Linda nodded. “Just like everything else.”
“In China?”
“In Fuzhou, to be specific,” said Linda. “Same place the ship came from.”
“Well, well.” Cape looked back at the screen. “Where are their headquarters?”
“Right here in San Francisco,” replied Linda. “Actually, they’re on the Embarcadero, right next door to the new headquarters for the Gap.”
“Butting up against their competitors,” said Cape.
Linda groaned. “Was that an attempted pun?”
“Couldn’t resist,” said Cape. “I don’t suppose GASP Jeans has any warehouses in town?”
An address flashed onto the screen. Cape recognized it as south of Market Street.
“Interesting.”
“What?” asked Linda.
Cape didn’t respond. Freddie Wang had basically told him to check some warehouses south of Market Street. That was fine. But he also told Cape to go fuck himself, if not in so many words. Freddie spoke in half-truths, and Cape had no way of knowing which half was bullshit. But the address on the screen was too much of a coincidence to ignore.
Cape put his hand on the Sloth’s shoulder and squeezed. “I’d be lost without you,” he said gently.
YOU STILL MIGHT BE LOST.
Cape nodded. “You’re probably right, but at least I’ve got somewhere to go.” He turned to Linda. “You mind doing one more thing?”
“What?”
“Who owns GASP?”
“Michael Long,” replied Linda. “Chairman and CEO. Used to work for Disney and, before that, the Gap.
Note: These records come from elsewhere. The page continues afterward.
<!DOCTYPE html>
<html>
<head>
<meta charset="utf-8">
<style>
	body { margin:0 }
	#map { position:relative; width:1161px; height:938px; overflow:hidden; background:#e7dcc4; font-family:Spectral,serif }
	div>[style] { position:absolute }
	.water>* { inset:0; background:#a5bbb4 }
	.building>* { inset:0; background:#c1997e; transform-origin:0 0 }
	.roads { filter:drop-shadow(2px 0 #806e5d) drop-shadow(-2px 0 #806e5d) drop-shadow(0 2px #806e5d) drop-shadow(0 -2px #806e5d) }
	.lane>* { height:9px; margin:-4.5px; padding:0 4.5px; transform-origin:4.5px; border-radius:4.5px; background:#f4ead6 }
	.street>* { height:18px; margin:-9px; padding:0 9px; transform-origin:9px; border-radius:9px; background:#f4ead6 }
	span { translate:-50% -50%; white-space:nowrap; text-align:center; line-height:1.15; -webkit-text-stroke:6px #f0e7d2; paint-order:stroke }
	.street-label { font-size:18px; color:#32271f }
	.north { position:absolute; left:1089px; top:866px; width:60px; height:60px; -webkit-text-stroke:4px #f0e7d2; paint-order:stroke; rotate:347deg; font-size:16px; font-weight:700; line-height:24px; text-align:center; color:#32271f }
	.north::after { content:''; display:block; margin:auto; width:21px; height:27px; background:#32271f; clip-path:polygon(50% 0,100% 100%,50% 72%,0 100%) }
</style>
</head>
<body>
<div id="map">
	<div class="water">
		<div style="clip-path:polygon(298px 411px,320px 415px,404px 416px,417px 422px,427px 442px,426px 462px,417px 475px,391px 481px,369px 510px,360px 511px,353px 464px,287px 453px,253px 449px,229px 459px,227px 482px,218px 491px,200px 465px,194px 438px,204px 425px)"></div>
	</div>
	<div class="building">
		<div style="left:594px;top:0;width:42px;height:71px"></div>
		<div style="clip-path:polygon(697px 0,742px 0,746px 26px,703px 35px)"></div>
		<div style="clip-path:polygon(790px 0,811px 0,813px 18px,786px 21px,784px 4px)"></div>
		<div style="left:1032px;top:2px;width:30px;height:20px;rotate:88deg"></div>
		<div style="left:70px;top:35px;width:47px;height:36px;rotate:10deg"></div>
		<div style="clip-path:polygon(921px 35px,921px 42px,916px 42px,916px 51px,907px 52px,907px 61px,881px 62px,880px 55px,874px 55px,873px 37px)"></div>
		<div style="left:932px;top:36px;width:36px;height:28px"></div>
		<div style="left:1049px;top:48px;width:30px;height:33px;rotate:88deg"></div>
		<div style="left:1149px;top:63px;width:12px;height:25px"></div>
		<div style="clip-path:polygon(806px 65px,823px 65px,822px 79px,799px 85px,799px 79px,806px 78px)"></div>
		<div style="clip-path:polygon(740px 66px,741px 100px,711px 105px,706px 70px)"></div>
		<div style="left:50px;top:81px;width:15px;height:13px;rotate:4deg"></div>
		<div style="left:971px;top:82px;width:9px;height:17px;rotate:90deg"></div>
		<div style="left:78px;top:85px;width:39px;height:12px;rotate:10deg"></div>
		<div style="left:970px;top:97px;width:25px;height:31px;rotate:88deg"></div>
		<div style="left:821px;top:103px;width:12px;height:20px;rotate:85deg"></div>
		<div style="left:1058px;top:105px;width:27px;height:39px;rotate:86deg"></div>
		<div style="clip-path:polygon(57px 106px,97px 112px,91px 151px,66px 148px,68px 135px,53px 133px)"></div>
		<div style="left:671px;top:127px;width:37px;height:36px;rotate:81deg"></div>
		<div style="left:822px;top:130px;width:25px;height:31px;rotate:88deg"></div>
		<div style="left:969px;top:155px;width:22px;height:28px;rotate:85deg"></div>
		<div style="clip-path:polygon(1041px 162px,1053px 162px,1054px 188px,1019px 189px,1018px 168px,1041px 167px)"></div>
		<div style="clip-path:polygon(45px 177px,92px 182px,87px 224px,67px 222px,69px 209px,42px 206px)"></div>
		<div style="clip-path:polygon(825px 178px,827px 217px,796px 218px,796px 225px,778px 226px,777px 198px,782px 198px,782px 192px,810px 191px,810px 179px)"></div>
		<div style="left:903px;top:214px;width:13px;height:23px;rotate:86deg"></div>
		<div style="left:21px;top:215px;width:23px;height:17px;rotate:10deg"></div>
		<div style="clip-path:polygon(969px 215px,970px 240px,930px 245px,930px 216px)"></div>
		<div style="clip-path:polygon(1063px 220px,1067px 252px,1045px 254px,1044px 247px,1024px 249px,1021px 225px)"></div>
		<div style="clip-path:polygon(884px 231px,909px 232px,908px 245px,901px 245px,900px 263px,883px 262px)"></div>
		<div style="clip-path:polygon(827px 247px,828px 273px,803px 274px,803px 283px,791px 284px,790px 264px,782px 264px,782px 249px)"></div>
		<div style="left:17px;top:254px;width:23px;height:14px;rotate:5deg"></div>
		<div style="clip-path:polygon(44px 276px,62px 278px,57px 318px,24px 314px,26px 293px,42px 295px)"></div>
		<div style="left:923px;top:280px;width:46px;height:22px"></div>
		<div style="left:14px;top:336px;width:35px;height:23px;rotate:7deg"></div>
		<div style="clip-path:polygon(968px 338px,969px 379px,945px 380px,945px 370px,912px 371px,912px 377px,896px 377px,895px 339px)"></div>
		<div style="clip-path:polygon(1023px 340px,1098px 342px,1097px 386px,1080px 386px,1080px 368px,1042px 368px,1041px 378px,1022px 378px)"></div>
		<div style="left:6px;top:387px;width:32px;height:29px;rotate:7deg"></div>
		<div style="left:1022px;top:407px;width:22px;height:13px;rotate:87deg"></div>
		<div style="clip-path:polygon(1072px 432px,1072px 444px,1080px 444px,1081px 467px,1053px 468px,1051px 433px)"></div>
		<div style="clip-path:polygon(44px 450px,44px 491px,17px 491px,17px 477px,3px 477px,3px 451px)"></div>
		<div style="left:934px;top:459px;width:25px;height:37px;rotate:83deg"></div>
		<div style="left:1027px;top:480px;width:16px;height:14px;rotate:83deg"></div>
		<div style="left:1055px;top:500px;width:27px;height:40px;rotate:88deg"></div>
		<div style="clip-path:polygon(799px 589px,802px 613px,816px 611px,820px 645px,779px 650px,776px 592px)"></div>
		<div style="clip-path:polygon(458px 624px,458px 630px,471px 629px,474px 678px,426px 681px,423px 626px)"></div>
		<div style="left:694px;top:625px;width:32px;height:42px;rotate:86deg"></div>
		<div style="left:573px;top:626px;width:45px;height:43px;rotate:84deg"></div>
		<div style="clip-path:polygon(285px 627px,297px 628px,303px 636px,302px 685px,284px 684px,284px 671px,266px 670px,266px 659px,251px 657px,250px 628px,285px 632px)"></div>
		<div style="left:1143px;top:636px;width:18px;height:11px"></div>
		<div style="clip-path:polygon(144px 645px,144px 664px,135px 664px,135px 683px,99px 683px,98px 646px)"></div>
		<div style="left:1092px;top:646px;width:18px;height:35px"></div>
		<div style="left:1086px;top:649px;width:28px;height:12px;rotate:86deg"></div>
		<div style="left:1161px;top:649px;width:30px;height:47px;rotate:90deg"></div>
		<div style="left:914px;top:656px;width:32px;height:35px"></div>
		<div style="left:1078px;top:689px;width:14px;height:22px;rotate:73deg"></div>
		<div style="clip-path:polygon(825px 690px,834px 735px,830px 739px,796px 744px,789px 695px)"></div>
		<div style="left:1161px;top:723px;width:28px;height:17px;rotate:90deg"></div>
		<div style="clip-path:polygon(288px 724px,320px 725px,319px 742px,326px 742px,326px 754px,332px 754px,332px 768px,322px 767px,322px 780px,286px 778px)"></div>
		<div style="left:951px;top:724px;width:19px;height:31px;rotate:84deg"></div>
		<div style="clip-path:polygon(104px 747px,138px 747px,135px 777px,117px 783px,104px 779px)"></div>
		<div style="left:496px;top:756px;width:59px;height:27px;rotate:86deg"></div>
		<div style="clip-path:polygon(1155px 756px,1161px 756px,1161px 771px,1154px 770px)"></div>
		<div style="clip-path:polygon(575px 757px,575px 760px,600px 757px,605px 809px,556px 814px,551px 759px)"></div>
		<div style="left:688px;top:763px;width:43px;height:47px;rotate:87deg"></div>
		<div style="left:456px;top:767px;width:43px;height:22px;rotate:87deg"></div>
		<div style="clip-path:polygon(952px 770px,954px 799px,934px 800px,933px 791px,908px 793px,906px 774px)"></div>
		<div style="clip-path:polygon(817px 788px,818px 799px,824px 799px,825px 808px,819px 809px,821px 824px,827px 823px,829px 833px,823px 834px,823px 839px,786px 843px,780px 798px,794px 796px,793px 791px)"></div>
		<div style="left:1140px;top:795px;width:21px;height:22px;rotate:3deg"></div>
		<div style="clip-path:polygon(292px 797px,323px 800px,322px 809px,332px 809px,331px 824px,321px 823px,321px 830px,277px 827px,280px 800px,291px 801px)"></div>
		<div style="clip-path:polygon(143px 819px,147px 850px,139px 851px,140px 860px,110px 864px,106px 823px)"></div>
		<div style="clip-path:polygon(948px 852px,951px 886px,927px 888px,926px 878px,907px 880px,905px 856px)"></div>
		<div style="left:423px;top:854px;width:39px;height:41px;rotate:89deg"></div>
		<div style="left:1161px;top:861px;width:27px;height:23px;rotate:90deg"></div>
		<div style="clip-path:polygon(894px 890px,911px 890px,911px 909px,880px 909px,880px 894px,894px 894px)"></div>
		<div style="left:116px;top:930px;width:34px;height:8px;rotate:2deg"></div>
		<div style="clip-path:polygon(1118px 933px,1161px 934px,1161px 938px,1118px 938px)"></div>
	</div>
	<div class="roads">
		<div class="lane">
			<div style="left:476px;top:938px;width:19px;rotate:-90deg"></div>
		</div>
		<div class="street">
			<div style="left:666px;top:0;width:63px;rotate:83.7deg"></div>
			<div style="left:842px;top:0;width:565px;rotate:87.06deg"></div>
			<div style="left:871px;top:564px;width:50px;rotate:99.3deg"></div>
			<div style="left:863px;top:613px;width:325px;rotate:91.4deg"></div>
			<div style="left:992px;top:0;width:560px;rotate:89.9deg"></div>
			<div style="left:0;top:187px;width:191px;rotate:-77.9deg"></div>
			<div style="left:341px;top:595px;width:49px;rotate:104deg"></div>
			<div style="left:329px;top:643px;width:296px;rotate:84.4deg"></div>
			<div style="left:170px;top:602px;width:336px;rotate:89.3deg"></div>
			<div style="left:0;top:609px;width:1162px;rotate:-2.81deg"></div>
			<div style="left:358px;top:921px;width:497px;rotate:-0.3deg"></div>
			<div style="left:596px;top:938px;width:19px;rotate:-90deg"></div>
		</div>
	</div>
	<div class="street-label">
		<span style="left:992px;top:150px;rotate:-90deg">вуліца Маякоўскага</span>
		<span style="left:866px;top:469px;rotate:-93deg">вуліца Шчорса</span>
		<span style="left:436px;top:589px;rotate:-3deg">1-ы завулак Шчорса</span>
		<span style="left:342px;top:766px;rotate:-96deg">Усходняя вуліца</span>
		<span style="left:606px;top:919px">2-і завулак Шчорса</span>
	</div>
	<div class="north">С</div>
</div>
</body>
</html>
Rumor has it, he used to manage strip clubs in Vegas before coming to California.”
“That would explain his fashion sense,” said Cape. “Can you get me on his calendar tomorrow?”
Linda shrugged, her eyes narrowing. “What do you want as cover?”
“Tell him I work for your paper,” replied Cape. “And we’re doing a story on local fashion icons-Levi’s, the Gap, and him-he should love that. Tell him I’m the fashion editor.”
Linda gave him a deliberate once-over, stopping at the running shoes.
Cape shrugged. “I’ll be presentable,” he said. “I promise.”
Linda looked skeptical but nodded. “Just don’t wear jeans,” she said, “unless they’re his.”
“Got it,” replied Cape. “And thanks.”
Linda smiled, her eyes just visible beneath her shifting hair. “Anything else?”
Cape glanced at his watch. “Yeah,” he said, looking past her toward the kitchen, then over his shoulder at Sloth. “Can you spare some ice?”